= Beginning of Section =

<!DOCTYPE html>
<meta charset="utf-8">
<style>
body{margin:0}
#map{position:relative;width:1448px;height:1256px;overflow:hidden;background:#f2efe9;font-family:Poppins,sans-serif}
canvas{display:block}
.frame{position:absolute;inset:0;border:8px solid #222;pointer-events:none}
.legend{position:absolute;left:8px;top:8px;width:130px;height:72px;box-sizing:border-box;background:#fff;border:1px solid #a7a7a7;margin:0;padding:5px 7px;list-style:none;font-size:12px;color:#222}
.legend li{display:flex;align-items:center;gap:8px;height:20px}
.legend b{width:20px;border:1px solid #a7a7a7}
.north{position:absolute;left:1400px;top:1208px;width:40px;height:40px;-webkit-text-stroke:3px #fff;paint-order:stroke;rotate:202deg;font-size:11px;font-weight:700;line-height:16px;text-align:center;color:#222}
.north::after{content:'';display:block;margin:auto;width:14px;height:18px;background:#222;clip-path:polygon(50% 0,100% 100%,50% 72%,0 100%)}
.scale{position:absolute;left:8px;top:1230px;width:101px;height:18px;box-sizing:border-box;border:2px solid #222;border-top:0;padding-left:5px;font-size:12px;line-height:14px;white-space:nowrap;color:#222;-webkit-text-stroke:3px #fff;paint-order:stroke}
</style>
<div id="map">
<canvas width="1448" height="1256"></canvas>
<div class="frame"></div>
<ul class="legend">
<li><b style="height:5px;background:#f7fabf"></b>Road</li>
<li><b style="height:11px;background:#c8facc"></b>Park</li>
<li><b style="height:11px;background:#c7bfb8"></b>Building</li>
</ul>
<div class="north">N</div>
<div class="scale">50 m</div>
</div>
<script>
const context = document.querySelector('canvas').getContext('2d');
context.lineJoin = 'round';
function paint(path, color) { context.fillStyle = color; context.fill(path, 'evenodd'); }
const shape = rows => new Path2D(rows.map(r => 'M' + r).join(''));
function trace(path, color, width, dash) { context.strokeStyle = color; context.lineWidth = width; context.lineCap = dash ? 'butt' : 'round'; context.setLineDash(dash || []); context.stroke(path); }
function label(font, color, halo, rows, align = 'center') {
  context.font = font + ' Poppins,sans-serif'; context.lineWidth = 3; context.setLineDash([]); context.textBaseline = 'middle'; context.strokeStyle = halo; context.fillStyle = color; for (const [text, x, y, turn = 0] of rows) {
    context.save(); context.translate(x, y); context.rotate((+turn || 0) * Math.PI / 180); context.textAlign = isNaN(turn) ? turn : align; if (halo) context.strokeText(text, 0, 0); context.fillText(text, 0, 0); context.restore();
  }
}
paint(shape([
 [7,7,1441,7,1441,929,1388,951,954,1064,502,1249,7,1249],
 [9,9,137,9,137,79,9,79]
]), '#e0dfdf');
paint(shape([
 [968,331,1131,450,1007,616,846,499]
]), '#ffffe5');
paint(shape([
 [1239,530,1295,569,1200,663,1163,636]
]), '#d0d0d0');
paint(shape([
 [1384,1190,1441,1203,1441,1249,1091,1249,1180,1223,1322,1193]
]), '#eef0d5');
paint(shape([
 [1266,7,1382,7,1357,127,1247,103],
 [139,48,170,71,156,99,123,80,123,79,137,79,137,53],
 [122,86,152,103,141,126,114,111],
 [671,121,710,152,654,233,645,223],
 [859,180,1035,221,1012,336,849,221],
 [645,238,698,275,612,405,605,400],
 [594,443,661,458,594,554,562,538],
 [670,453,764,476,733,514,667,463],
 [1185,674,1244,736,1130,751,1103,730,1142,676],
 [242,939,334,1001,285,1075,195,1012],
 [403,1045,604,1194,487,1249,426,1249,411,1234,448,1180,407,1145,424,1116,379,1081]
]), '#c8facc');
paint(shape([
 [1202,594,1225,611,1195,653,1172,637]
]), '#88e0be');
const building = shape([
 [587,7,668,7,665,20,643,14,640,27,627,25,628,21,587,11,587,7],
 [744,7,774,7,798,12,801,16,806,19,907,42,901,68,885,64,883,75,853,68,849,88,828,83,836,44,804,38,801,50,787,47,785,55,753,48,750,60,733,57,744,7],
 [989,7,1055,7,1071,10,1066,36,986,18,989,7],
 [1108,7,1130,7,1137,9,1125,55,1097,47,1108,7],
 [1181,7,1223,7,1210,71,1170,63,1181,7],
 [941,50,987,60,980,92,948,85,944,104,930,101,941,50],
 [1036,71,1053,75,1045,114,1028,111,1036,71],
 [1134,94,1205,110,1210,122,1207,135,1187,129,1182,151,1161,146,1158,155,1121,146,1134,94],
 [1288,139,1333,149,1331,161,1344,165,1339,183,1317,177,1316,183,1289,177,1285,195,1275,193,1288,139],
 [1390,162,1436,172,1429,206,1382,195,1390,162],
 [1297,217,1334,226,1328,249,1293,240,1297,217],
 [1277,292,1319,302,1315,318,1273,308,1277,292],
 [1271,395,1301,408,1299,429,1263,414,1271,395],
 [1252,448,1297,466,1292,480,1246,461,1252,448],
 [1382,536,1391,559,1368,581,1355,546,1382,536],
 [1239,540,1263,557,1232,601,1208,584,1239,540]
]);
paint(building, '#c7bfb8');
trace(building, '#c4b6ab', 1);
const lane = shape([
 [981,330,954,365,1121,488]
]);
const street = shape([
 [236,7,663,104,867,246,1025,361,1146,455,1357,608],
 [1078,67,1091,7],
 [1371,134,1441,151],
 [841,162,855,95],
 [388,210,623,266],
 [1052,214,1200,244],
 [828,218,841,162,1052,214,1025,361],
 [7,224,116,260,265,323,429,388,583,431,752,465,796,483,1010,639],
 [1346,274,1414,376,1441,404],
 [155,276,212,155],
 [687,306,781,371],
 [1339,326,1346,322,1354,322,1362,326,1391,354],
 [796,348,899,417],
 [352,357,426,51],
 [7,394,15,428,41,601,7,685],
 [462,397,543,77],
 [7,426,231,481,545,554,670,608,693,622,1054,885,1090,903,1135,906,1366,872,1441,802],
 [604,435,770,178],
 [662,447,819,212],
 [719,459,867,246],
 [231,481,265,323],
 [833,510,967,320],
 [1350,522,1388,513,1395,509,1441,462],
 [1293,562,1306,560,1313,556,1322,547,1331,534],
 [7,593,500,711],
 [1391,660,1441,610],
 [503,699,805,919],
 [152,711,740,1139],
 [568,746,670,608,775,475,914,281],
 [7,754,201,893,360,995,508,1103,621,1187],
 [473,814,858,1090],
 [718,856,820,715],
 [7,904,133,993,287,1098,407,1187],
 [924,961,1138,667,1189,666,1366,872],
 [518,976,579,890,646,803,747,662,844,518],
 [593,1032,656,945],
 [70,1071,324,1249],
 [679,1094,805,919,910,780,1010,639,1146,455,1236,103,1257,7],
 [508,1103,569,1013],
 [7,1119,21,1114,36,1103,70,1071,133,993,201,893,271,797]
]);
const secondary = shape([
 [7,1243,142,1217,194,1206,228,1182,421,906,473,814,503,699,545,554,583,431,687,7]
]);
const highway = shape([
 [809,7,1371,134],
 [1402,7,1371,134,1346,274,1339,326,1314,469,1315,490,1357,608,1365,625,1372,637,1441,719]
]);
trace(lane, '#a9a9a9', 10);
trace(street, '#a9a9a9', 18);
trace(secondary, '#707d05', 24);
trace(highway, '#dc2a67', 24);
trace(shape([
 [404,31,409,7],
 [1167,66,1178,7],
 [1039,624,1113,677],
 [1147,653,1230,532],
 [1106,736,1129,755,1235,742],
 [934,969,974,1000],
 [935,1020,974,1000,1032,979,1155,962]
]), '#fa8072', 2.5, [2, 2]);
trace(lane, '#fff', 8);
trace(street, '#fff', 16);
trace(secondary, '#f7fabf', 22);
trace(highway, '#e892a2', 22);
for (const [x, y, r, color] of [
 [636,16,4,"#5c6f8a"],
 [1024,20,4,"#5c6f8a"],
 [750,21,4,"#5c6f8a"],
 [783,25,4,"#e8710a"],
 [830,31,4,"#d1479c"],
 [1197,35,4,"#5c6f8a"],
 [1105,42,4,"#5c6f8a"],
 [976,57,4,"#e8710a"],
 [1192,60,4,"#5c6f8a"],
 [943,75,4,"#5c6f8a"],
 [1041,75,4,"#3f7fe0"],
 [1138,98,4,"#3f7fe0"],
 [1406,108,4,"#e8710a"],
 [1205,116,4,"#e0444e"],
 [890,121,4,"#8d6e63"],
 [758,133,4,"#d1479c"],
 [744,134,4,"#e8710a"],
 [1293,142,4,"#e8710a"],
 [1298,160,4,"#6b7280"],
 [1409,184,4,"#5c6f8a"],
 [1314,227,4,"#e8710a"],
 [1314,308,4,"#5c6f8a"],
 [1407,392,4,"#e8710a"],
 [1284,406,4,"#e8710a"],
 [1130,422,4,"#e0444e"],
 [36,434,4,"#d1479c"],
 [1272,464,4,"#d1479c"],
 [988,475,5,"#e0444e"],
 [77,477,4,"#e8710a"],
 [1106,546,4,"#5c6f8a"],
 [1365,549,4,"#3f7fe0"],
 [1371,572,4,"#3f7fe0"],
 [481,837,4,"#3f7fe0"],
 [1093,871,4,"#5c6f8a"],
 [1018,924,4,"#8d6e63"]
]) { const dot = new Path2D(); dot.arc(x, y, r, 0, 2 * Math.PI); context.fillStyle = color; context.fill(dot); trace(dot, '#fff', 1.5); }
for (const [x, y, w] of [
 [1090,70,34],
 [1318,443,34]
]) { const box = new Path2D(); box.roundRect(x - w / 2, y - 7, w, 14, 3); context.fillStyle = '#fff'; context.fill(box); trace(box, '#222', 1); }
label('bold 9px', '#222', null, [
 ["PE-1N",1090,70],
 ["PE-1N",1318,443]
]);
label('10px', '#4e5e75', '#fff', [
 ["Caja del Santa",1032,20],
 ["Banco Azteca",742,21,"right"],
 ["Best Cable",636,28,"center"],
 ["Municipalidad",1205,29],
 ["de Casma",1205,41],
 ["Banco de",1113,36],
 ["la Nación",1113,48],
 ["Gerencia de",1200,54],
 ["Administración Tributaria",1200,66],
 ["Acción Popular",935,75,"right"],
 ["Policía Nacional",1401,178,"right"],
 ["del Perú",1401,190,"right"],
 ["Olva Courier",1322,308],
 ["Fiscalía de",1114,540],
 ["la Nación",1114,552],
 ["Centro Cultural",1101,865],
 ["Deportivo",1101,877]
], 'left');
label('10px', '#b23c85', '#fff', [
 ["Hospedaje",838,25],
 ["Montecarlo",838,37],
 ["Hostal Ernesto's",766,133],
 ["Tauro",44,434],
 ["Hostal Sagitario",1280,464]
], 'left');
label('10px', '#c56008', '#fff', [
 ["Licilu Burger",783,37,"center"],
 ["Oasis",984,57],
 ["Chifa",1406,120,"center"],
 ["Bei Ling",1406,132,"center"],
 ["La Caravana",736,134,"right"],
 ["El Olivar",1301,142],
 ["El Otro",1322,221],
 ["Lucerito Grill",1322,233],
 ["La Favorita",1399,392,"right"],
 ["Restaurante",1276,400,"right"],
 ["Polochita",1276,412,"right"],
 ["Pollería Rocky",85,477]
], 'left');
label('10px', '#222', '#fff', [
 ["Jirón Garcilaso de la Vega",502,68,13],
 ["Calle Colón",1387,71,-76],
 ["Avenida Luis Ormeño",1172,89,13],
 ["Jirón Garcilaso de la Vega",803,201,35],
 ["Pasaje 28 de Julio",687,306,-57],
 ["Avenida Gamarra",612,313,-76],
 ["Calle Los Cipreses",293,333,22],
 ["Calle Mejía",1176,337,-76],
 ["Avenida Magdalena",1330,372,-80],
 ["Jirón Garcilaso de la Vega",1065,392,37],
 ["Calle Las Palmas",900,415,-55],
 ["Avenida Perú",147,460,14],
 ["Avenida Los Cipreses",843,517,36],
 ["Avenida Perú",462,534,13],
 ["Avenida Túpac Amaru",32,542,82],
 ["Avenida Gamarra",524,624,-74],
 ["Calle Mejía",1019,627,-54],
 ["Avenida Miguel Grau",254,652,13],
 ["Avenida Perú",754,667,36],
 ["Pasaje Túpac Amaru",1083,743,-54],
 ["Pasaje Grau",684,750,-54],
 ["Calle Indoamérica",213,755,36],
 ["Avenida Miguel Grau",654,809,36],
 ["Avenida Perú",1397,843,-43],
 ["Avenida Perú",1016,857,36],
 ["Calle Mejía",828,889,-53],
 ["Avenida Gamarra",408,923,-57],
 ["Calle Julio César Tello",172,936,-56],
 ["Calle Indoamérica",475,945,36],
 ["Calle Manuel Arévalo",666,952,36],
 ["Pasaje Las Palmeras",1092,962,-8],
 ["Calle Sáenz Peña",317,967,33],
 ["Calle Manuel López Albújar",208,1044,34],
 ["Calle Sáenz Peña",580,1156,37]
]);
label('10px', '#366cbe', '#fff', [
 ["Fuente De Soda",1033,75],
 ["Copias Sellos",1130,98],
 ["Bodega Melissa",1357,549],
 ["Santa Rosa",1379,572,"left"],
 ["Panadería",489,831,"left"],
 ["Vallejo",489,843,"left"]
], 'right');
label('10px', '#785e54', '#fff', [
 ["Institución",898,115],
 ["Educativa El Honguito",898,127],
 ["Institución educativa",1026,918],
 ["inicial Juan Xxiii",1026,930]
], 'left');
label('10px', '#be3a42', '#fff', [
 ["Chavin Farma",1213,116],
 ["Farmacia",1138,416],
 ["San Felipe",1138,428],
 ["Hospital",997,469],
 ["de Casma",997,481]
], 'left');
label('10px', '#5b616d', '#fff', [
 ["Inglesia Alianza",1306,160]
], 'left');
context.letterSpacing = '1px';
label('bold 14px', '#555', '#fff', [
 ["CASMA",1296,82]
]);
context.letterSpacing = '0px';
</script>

= End of Section =

> **TASK INSTRUCTIONS**
Gather each line of the listing containing the word "lineWidth" and show it.

> **THE COMPLETED TASK**
function trace(path, color, width, dash) { context.strokeStyle = color; context.lineWidth = width; context.lineCap = dash ? 'butt' : 'round'; context.setLineDash(dash || []); context.stroke(path); }
  context.font = font + ' Poppins,sans-serif'; context.lineWidth = 3; context.setLineDash([]); context.textBaseline = 'middle'; context.strokeStyle = halo; context.fillStyle = color; for (const [text, x, y, turn = 0] of rows) {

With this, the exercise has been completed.